Machine Learning for Machine Vision
Learning and Inference
Computer vision models
Given the observed measured data \(\rvx\), we could draw inference from it about state of the world \(\rvw\). Since the measurement contains noise, the best we could do is to compute a probability distribution \(Pr(\rvw|\rvx)\) over possible states of world.

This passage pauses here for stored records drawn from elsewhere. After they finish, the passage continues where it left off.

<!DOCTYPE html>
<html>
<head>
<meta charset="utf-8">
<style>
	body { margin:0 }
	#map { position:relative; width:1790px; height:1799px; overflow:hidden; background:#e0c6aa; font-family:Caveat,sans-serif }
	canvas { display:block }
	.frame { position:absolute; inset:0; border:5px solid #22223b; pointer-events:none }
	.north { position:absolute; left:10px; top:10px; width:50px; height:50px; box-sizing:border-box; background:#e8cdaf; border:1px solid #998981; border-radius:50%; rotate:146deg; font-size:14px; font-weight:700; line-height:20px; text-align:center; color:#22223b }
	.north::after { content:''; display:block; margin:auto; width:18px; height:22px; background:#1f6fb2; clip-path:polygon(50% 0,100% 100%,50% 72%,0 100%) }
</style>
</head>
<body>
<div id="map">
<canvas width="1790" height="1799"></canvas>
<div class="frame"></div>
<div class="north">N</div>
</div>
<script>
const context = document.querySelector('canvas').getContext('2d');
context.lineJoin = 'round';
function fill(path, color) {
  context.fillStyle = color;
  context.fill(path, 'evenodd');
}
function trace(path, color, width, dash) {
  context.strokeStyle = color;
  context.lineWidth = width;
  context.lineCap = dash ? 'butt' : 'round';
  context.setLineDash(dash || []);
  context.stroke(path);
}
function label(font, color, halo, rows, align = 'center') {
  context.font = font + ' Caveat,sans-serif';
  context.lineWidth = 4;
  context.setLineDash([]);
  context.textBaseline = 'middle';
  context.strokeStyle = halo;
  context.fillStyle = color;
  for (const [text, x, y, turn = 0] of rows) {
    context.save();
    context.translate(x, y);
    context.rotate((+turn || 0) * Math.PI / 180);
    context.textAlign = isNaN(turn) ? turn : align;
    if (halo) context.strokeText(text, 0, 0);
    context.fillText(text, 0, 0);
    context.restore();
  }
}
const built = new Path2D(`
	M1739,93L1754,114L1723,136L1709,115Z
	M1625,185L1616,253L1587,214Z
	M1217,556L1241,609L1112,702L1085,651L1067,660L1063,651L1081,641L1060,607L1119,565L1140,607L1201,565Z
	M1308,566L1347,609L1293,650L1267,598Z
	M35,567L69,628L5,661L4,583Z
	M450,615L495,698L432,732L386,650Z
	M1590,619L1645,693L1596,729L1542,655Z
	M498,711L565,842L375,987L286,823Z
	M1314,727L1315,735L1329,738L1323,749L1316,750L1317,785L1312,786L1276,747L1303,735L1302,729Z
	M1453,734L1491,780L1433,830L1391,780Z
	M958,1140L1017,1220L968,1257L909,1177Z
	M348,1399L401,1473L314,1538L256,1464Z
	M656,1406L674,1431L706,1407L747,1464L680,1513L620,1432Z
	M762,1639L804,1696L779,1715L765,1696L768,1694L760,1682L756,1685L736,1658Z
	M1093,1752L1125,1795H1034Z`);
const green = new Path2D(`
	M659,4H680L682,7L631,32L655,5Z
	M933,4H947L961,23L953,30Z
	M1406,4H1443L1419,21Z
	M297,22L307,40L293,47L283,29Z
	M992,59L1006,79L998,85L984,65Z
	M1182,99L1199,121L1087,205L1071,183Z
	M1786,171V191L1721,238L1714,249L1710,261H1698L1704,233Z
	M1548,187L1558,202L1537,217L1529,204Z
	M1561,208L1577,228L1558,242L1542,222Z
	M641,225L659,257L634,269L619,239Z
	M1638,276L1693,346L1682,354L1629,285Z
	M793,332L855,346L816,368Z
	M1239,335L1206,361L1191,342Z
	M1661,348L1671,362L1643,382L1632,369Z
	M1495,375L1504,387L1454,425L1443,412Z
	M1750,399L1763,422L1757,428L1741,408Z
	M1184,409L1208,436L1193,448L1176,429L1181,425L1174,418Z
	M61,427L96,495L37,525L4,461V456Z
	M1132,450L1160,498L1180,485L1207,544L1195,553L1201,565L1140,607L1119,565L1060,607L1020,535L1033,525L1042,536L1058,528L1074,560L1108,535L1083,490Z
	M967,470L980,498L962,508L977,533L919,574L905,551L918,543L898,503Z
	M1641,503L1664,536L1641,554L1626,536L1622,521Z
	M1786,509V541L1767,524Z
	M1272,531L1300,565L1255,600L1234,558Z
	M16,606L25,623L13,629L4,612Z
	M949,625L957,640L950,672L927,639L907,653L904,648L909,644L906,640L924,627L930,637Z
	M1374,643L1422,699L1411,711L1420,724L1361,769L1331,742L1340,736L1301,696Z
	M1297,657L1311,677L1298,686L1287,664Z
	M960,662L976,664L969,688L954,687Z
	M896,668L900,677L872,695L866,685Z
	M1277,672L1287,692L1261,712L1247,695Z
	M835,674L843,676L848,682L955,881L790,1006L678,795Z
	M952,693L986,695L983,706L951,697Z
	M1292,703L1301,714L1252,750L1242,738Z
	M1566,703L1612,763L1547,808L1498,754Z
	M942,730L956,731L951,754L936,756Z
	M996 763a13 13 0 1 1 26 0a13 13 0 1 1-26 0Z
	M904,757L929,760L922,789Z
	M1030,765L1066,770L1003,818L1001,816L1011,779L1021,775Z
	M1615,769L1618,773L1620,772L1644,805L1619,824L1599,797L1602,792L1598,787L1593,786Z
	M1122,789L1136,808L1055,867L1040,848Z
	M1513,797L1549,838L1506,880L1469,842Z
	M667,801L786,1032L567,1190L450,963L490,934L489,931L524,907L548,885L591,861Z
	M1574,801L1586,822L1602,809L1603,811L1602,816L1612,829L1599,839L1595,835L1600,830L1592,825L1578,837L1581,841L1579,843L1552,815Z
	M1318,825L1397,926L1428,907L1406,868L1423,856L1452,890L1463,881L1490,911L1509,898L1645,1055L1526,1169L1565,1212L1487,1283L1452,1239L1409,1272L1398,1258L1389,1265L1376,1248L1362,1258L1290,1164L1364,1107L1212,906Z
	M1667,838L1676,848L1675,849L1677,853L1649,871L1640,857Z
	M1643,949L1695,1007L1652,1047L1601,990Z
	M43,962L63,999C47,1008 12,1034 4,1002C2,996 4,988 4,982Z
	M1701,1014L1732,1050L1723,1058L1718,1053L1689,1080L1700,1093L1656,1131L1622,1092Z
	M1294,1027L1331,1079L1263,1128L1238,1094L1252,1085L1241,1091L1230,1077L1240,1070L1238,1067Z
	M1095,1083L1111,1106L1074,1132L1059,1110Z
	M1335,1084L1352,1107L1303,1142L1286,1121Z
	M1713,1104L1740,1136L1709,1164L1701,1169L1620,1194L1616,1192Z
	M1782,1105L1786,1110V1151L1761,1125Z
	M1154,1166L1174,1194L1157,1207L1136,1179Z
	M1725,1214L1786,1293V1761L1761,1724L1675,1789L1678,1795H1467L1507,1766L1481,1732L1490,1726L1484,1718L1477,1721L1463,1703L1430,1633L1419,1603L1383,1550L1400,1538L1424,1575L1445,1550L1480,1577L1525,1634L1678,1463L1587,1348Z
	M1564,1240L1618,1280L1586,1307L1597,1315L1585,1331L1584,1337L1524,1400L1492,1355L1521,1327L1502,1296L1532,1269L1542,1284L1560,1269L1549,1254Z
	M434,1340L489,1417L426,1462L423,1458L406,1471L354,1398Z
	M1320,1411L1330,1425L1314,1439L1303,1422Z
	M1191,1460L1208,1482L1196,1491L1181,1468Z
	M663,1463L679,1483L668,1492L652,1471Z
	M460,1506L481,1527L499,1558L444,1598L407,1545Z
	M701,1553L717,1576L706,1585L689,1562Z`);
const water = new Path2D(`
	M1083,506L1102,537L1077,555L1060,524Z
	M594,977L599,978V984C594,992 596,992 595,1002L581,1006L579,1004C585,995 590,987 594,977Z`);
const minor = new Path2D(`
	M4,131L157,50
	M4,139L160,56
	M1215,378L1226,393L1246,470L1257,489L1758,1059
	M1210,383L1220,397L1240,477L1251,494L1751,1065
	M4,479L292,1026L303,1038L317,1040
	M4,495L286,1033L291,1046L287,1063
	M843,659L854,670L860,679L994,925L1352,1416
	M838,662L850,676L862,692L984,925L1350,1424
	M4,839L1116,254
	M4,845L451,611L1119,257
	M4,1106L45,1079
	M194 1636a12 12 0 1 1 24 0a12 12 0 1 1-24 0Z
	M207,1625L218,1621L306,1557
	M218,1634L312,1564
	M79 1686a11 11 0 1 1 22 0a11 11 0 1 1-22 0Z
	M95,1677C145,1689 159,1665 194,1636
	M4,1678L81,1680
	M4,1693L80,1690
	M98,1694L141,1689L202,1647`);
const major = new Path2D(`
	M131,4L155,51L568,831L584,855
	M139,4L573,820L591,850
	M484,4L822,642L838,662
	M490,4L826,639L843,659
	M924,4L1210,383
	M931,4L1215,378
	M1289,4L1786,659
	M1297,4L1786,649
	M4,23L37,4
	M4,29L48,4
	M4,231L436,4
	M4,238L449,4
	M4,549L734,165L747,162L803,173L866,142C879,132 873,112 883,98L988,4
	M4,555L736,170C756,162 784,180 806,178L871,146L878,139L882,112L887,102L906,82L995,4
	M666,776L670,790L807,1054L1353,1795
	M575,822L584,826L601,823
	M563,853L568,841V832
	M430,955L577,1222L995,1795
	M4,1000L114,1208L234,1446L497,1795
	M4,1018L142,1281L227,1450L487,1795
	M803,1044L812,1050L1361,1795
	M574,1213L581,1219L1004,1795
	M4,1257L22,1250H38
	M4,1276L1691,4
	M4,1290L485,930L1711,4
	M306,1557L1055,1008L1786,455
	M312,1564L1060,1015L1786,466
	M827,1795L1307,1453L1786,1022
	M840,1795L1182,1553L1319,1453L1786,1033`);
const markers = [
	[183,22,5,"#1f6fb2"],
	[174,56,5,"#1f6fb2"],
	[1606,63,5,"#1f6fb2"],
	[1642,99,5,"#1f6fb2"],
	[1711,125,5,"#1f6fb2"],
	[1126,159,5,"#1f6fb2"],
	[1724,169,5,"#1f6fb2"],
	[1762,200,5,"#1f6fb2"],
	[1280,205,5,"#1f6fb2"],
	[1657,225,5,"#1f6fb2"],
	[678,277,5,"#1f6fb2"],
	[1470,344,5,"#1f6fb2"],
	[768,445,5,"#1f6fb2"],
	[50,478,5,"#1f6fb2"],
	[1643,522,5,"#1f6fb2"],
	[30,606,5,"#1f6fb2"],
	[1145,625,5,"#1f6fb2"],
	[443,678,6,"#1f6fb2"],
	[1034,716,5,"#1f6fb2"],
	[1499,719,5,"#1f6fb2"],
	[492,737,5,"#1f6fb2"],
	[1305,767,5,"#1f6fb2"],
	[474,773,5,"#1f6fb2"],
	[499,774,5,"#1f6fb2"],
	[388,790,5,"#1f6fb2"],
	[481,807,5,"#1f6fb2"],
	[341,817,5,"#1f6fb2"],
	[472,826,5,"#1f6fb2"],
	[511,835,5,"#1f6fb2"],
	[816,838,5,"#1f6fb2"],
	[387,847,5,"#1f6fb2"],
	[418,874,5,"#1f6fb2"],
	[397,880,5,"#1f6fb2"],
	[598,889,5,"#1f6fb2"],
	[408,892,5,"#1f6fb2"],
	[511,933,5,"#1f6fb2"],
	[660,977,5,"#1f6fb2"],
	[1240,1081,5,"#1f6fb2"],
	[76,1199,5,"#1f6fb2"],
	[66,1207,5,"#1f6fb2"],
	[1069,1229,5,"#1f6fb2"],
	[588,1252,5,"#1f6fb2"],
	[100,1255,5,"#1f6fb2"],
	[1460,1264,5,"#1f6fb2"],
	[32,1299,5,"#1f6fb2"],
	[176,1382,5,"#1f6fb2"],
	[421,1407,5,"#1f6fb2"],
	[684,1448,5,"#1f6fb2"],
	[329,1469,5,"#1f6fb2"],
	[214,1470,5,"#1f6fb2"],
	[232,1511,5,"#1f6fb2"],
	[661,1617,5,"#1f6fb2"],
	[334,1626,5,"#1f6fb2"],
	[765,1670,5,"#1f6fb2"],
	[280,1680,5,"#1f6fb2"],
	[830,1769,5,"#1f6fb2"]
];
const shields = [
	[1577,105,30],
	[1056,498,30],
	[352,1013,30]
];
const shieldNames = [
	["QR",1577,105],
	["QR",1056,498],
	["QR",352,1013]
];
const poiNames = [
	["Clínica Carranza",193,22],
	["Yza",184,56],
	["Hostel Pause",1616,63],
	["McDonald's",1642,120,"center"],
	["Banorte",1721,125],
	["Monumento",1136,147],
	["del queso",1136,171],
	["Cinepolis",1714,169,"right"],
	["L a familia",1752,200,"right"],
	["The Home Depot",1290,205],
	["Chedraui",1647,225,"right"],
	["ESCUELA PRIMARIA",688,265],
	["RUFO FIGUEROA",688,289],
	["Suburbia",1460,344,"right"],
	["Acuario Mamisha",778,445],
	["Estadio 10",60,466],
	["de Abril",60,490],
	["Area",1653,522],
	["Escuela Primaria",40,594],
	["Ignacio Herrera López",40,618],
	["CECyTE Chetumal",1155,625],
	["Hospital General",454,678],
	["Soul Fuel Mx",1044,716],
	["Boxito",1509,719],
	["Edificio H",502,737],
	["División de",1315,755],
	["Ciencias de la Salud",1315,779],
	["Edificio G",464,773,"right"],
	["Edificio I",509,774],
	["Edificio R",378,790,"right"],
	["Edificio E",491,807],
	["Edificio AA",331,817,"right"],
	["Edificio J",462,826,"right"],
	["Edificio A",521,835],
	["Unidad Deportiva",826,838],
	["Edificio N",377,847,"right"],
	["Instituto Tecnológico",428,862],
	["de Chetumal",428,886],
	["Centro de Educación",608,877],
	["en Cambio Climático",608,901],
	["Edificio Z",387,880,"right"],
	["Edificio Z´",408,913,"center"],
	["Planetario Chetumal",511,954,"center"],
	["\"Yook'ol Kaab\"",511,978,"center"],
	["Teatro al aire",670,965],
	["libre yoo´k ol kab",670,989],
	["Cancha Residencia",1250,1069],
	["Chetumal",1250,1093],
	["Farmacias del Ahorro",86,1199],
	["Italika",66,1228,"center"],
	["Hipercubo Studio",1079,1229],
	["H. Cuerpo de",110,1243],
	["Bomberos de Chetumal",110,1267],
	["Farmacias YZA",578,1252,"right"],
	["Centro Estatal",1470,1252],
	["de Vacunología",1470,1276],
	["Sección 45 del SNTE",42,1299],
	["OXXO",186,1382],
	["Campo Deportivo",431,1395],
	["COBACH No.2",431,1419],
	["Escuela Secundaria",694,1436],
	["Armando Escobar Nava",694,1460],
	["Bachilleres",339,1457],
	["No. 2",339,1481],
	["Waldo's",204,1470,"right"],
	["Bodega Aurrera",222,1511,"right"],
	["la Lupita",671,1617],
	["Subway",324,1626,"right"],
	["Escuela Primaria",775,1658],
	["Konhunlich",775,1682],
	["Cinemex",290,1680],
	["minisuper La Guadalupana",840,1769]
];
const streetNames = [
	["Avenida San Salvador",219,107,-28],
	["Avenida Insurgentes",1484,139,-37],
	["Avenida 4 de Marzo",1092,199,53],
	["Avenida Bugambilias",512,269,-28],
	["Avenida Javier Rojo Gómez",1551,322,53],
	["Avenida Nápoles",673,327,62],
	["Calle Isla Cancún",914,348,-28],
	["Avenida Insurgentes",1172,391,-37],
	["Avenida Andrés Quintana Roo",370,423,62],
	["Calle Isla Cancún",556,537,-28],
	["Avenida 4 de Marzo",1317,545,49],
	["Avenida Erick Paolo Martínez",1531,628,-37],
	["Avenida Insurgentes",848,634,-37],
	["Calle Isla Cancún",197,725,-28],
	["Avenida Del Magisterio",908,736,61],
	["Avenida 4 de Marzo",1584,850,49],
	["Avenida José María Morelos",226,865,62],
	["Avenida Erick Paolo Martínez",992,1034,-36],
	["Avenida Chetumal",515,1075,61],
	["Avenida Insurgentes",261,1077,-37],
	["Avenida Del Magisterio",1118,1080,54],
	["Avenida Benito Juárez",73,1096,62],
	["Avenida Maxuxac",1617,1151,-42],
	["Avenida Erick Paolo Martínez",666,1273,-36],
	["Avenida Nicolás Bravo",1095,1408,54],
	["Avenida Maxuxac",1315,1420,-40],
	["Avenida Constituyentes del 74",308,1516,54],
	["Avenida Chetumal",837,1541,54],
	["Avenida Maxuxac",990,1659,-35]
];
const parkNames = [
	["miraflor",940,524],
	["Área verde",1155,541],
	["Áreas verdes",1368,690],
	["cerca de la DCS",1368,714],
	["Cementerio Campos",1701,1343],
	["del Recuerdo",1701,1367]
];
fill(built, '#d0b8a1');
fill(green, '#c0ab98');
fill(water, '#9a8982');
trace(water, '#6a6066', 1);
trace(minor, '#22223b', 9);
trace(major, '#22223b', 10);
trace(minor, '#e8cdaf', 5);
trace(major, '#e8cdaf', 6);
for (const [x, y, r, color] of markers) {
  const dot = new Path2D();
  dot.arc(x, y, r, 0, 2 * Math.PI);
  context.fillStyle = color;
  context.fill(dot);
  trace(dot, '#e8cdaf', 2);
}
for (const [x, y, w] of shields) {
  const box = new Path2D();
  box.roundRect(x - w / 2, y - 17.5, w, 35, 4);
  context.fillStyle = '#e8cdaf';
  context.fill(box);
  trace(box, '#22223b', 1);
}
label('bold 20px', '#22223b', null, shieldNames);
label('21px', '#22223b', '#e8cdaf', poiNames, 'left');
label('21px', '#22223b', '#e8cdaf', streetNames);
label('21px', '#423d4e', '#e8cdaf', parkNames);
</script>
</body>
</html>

Generative v.s. Discrminative
- Model contingency of the world on the data \(Pr(w|x)\) (Discriminative)
- Model joint occurrence of world and data \(Pr(x, w)\) (Generative)
- Model contingency of data on world \(Pr(x|w)\) (Generative)
3 types of models
Model \(Pr(\rvw|\rvx)\) - Discriminative
Here are steps
1. Choose an appropriate form for \(P(\rvx)\) (e.g., a normal distribution)
2. Make parameters a function of \(\rvx\) (e.g., mean is linear function of \(\rvx\))
3. Function takes parameter \(\theta\) that defines its shape
Learning: Learn parameters \(\theta\) from training data \(\rvx, \rvw\)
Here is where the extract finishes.